4 In the judgment I suggested that it would be appropriate that each party bear their own costs and gave leave to either party to list the matter should they wish to challenge that prima facie view. The defendant took advantage of that liberty and the matter has been argued this morning.
5 Whilst costs are in the discretion of the court, as a general rule the winner gets costs and the loser pays costs. However, there are various exceptions to that general rule. One is where the conduct of the plaintiff has brought about or substantially brought about the litigation. And I was of the view that that really did apply to this case because it would appear - and I can't make a stronger statement - that the plaintiff was advised that he was entitled to take every procedural point rather than answer an allegation put to him by his professional association. That I held was not a course which a person is entitled to take.
6 The further matter was that the plaintiff had failed on his principal submission.
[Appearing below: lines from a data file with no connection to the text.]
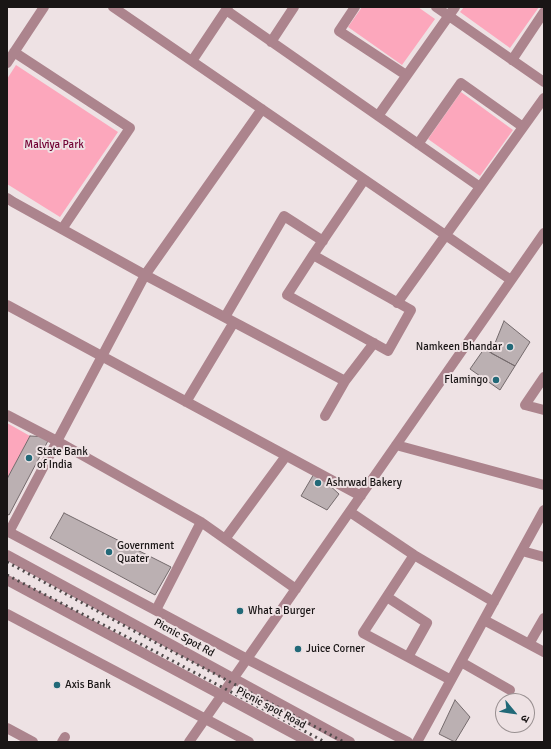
<!DOCTYPE html>
<meta charset="utf-8">
<style>
body{margin:0}
#map{position:relative;width:551px;height:749px;overflow:hidden;background:#eee2e4;font-family:Signika,"Noto Sans Devanagari",sans-serif}
canvas{display:block}
.frame{position:absolute;inset:0;border:8px solid #191515;pointer-events:none}
.north{position:absolute;left:495px;top:693px;width:40px;height:40px;box-sizing:border-box;background:#eee2e4;border:1px solid #999091;border-radius:50%;rotate:119deg;font-size:11px;font-weight:700;line-height:16px;text-align:center;color:#191515}
.north::after{content:'';display:block;margin:auto;width:14px;height:18px;background:#226978;clip-path:polygon(50% 0,100% 100%,50% 72%,0 100%)}
</style>
<div id="map">
<canvas width="551" height="749"></canvas>
<div class="frame"></div>
<div class="north">उ</div>
</div>
<script>
const context = document.querySelector('canvas').getContext('2d');
context.lineJoin = 'round';
function paint(path, color) {
  context.fillStyle = color;
  context.fill(path, 'evenodd');
}
function toPath(rows) {
  const path = new Path2D();
  for (const r of rows) {
    path.moveTo(r[0], r[1]);
    for (let i = 2; i < r.length; i += 2) path.lineTo(r[i], r[i + 1]);
  }
  return path;
}
function strokePath(path, color, width, dash) {
  context.strokeStyle = color;
  context.lineWidth = width;
  context.lineCap = dash ? 'butt' : 'round';
  context.setLineDash(dash || []);
  context.stroke(path);
}
function label(font, color, halo, rows, align = 'center') {
  context.font = font + ' Signika,sans-serif';
  context.lineWidth = 4;
  context.setLineDash([]);
  context.textBaseline = 'middle';
  context.strokeStyle = halo;
  context.fillStyle = color;
  for (const [text, x, y, turn = 0] of rows) {
    context.save();
    context.translate(x, y);
    context.rotate((+turn || 0) * Math.PI / 180);
    context.textAlign = isNaN(turn) ? turn : align;
    if (halo) context.strokeText(text, 0, 0);
    context.fillText(text, 0, 0);
    context.restore();
  }
}
paint(toPath([
 [362,7,418,7,435,19,402,65,348,27],
 [464,7,539,7,510,48,460,12],
 [16,65,118,132,60,217,7,184,7,79],
 [461,92,513,130,480,176,428,139],
 [7,423,30,436,7,479]
]), '#fca7bc');
const building = toPath([
 [504,321,530,342,515,366,491,353,504,321],
 [484,349,515,366,500,390,470,369,484,349],
 [30,436,50,437,9,515,7,514,7,479,30,436],
 [315,472,339,494,327,510,301,496,315,472],
 [64,513,171,567,155,595,50,538,64,513],
 [455,700,470,717,455,742,439,734,455,700]
]);
paint(building, '#bbb0b2');
strokePath(building, '#746a6c', 1);
strokePath(toPath([
 [113,7,511,280],
 [355,7,339,31,406,75],
 [436,7,544,82],
 [226,10,480,187],
 [271,42,294,7],
 [14,52,130,128,62,229],
 [512,60,544,12],
 [192,61,228,7],
 [7,63,44,7],
 [378,116,455,7],
 [418,144,461,83,523,127],
 [7,198,13,202,145,275,345,381],
 [313,255,411,310,388,351,287,295,313,255,364,180],
 [397,303,544,98],
 [7,305,361,496],
 [225,317,284,216,323,241],
 [544,377,525,405,544,410],
 [186,402,234,322],
 [7,415,57,441,201,522,296,589],
 [325,416,345,381,374,343],
 [396,445,544,485],
 [350,512,414,555,494,602],
 [7,531,247,659,408,742],
 [9,532,145,275,262,109],
 [225,539,286,456],
 [522,551,544,557],
 [7,555,350,742],
 [414,555,363,633,451,680],
 [7,580,309,742],
 [387,597,427,623,408,657],
 [156,610,201,522],
 [7,614,249,742],
 [484,620,544,652],
 [529,644,544,618],
 [461,662,510,690],
 [7,728,33,742],
 [62,742,65,737],
 [189,742,544,233],
 [417,742,544,510]
]), '#ac848d', 10);
strokePath(toPath([
 [7,562,162,646,344,742],
 [7,575,156,652,325,742]
]), '#504a4b', 3, [2, 4]);
for (const [x, y, r, color] of [
 [510,347,4,"#226978"],
 [496,380,4,"#226978"],
 [29,458,4,"#226978"],
 [318,483,4,"#226978"],
 [109,552,4,"#226978"],
 [240,611,4,"#226978"],
 [298,649,4,"#226978"],
 [57,685,4,"#226978"]
]) {
  const dot = new Path2D();
  dot.arc(x, y, r, 0, 2 * Math.PI);
  context.fillStyle = color;
  context.fill(dot);
  strokePath(dot, '#eee2e4', 1.5);
}
label('11px', '#710033', '#eee2e4', [
 ["Malviya Park",54,145]
]);
label('11px', '#191515', '#eee2e4', [
 ["Namkeen Bhandar",502,347,"right"],
 ["Flamingo",488,380,"right"],
 ["State Bank",37,452],
 ["of India",37,465],
 ["Ashrwad Bakery",326,483],
 ["Government",117,546],
 ["Quater",117,559],
 ["What a Burger",248,611],
 ["Juice Corner",306,649],
 ["Axis Bank",65,685]
], 'left');
label('11px', '#191515', '#eee2e4', [
 ["Picnic Spot Rd",184,638,29],
 ["Picnic spot Road",271,708,28]
]);
</script>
7 What I didn't know then, and I think I should have been told by both parties, was that on 13 July the Executive Committee of the Baptist Union resolved that "The recommendation to the Committee for the Ministry in relation to Mr Graham ... will not be brought to the Assembly/Convention until the outcome of his appeal from the decision of the Discipline Sub-Committee of the Committee for Ministry has been determined." It was clear as from 13 July that the Baptist Church acknowledged that the appeal was still on foot and that was the only matter on which the plaintiff succeeded before me. Had I known about that, I would not have made the declaration because there was no dispute before the court that needed to be resolved and a lot of money would have been saved.
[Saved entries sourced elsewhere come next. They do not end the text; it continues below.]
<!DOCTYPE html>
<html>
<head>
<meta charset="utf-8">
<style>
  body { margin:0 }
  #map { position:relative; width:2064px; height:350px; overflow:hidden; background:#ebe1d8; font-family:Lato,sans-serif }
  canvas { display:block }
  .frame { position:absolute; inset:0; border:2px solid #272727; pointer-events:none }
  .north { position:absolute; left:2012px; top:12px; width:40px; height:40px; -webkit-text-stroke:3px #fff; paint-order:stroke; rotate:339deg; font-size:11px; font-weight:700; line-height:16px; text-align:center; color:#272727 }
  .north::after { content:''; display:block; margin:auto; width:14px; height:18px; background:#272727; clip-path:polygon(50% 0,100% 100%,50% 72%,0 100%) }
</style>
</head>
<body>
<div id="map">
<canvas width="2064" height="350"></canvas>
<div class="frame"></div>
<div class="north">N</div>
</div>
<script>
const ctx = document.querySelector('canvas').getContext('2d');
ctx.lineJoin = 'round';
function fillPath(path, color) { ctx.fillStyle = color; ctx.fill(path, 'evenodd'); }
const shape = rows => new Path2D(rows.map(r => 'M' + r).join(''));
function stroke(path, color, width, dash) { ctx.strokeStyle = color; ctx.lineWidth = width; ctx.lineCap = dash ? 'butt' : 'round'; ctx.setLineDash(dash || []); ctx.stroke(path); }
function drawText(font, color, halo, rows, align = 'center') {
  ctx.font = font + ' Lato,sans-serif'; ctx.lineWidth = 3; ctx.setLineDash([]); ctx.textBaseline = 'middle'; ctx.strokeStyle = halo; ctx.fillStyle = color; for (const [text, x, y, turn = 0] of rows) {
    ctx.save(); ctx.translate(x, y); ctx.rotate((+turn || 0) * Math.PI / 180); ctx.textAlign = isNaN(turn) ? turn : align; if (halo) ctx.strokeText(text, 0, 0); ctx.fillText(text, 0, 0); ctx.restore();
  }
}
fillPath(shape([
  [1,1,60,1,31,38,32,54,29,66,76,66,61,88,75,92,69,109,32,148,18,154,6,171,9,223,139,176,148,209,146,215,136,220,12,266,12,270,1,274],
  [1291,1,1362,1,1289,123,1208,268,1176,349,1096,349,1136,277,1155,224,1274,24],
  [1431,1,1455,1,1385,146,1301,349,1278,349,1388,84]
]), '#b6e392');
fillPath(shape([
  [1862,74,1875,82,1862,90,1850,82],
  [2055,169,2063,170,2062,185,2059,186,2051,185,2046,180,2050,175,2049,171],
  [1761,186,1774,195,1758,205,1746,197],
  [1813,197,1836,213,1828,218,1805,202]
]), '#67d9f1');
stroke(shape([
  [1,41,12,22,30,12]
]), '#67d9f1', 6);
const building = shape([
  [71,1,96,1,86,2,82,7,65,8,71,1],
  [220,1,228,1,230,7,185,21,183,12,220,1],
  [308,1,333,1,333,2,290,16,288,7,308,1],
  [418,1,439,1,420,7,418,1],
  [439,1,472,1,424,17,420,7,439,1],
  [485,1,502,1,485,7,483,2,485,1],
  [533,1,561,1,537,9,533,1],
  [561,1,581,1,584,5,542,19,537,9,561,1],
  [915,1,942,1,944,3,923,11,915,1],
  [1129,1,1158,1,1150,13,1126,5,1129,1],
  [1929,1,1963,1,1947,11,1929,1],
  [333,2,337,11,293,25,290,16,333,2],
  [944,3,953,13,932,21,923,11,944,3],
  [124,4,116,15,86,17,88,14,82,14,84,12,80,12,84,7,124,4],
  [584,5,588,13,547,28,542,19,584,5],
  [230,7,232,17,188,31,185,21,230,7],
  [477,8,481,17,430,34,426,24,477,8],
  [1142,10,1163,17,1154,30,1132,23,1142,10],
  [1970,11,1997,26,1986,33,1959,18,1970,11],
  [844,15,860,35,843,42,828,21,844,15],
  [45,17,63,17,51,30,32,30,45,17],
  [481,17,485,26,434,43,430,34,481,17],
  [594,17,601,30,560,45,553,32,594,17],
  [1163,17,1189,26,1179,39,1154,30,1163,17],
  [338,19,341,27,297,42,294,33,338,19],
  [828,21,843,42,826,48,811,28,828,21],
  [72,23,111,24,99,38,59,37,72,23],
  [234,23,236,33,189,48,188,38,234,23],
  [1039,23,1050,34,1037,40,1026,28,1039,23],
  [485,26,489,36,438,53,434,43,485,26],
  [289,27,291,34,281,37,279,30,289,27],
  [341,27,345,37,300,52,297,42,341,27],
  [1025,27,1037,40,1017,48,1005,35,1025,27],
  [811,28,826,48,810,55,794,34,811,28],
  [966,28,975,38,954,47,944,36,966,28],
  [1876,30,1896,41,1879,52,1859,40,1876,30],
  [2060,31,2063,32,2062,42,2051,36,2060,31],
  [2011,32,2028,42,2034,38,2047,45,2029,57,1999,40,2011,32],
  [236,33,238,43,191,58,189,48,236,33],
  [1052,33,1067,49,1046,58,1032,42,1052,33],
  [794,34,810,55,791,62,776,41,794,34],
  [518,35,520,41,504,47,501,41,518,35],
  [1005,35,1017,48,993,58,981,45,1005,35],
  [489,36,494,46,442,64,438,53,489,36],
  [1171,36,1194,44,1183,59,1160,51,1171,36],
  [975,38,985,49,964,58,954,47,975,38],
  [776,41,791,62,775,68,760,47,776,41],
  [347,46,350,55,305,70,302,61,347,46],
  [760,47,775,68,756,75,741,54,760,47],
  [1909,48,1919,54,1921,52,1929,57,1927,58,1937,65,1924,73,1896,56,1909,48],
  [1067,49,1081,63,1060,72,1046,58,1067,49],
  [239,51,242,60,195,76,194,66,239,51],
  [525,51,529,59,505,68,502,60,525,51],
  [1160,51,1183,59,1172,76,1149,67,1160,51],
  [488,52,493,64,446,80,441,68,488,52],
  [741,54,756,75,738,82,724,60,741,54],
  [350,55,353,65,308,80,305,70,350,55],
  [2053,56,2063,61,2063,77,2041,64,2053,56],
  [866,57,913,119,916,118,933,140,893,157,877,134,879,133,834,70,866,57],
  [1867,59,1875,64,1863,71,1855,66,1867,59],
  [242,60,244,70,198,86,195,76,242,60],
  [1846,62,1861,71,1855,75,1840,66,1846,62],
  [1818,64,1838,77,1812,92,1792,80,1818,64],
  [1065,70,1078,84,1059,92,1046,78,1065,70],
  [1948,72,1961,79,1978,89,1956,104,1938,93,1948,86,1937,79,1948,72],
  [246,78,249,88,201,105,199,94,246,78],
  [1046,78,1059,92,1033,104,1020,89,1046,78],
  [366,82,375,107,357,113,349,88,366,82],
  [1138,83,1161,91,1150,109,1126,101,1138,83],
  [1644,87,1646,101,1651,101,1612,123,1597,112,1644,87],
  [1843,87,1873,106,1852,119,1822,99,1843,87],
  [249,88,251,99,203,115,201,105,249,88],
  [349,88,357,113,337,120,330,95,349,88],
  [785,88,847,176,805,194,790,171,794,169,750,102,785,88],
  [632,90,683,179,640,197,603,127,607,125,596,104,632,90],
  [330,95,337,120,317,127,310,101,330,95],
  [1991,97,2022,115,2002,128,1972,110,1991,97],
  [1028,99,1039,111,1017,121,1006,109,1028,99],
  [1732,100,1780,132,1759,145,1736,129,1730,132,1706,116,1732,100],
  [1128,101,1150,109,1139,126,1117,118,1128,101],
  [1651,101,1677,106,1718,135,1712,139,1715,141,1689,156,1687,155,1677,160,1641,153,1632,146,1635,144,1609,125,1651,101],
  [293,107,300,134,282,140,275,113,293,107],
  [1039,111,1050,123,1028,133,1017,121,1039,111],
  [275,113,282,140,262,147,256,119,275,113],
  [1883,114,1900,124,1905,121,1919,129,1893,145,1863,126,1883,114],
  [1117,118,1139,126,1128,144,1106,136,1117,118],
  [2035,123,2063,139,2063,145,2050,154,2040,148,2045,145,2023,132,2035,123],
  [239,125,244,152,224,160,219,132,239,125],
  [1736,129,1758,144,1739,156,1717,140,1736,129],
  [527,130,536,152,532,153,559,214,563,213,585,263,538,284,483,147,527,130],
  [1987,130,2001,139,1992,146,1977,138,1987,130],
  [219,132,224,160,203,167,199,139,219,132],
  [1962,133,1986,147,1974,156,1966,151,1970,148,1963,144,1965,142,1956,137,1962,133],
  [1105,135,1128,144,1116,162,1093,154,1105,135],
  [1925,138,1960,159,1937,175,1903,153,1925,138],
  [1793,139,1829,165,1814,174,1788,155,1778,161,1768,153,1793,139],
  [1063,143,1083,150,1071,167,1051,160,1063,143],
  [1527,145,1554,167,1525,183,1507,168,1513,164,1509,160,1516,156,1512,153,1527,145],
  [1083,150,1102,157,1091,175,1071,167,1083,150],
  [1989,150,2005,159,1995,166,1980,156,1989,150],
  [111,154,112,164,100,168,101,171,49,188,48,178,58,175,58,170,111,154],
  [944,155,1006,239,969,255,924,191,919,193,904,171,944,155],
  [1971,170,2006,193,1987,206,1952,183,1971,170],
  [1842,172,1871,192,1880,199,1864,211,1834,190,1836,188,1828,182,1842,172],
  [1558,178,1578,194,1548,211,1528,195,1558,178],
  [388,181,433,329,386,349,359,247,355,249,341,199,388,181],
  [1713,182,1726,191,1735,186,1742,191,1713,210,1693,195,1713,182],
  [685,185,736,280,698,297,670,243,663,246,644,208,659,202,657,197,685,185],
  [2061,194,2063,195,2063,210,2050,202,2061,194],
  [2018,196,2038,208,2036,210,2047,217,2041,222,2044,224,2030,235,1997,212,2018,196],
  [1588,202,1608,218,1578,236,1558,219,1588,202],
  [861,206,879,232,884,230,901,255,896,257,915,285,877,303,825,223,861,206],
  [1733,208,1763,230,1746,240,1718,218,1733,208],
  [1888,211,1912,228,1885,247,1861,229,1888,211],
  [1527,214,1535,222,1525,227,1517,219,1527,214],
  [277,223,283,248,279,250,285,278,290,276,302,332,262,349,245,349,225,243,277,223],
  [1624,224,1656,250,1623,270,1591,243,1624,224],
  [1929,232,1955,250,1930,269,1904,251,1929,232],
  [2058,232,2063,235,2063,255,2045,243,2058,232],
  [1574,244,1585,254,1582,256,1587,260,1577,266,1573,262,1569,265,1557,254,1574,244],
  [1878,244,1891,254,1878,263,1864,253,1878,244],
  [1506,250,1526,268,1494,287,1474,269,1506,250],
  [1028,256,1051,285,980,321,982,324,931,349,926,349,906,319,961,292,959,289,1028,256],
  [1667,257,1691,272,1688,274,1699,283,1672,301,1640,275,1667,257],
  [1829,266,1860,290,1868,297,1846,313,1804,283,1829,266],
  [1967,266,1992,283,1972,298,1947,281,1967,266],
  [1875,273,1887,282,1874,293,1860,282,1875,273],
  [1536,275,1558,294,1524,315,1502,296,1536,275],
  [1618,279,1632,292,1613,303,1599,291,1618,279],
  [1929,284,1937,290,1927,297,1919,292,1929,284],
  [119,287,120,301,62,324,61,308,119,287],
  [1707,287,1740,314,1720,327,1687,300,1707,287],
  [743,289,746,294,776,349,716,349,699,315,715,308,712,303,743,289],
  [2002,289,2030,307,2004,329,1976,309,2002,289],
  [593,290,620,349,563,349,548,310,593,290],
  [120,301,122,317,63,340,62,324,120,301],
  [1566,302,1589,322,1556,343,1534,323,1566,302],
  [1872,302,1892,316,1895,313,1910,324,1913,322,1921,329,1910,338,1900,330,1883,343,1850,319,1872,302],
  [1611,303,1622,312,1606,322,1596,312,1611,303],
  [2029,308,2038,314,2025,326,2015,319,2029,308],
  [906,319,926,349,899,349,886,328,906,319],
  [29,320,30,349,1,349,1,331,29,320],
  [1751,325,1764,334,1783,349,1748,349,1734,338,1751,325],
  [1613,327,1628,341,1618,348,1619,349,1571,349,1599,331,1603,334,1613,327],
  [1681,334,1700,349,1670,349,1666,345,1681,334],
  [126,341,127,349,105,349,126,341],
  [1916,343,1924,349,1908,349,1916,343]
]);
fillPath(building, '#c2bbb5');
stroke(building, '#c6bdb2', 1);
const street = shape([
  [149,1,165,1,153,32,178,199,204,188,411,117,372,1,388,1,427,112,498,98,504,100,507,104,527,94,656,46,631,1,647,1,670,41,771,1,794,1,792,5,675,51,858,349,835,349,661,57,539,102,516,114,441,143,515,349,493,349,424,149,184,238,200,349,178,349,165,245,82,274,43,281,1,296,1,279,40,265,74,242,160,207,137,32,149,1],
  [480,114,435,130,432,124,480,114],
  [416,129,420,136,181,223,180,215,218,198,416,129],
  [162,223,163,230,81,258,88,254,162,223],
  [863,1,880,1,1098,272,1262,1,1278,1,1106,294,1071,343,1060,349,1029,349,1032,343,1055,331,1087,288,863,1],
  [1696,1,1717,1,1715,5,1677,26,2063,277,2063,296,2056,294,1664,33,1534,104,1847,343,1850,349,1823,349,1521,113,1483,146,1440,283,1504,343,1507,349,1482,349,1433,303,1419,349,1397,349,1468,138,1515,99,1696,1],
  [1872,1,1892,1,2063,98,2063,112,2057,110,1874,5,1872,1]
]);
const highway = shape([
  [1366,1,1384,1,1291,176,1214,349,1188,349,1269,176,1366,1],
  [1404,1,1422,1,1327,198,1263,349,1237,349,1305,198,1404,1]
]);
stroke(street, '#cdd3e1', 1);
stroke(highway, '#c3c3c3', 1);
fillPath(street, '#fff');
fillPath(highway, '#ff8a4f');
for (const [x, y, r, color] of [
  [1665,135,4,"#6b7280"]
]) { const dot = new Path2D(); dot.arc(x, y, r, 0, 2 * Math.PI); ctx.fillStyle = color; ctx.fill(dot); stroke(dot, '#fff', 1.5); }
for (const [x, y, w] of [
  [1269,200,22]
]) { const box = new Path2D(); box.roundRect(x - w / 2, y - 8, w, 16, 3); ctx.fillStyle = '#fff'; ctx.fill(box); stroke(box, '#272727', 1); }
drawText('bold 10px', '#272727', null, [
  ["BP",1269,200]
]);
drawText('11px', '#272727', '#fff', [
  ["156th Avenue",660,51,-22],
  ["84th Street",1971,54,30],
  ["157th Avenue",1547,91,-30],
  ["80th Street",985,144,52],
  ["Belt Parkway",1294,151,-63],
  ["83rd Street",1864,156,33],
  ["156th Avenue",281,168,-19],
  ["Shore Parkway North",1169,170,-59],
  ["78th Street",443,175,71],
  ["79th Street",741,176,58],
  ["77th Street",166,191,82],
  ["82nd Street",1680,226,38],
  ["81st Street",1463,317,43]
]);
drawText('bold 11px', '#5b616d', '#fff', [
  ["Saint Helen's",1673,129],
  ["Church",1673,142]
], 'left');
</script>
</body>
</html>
8 The solicitors, however, indulged in further correspondence, which is MI04, and it was clear that the plaintiff wanted more; he wanted an injunction, he wanted some costs and he also wanted a clear direction as to what was going to happen in the future. And the parties just could not agree on that.
9 Indeed, on 4 May the defendant had written a letter suggesting that the matter could be compromised by the decision being rescinded, the proceedings being dismissed on the basis that each party pay their own costs, and that the plaintiff forward the evidence upon which he wished to rely at a re-hearing before the committee at a certain time, and this offer was not accepted. A counter offer was made that he get 75 per cent of his costs. Having looked at that material it seems to me that my basic decision made as to costs is correct, but that the position changed as from 4 May, matters of which I was not made aware.
10 I think that in view of that correspondence I should order that the plaintiff pay the defendant's costs of the proceedings after 4 May 2006, otherwise there should be no order as to costs. To make it quite clear, the injunction granted by Barrett J on 28 April 2006 has now terminated.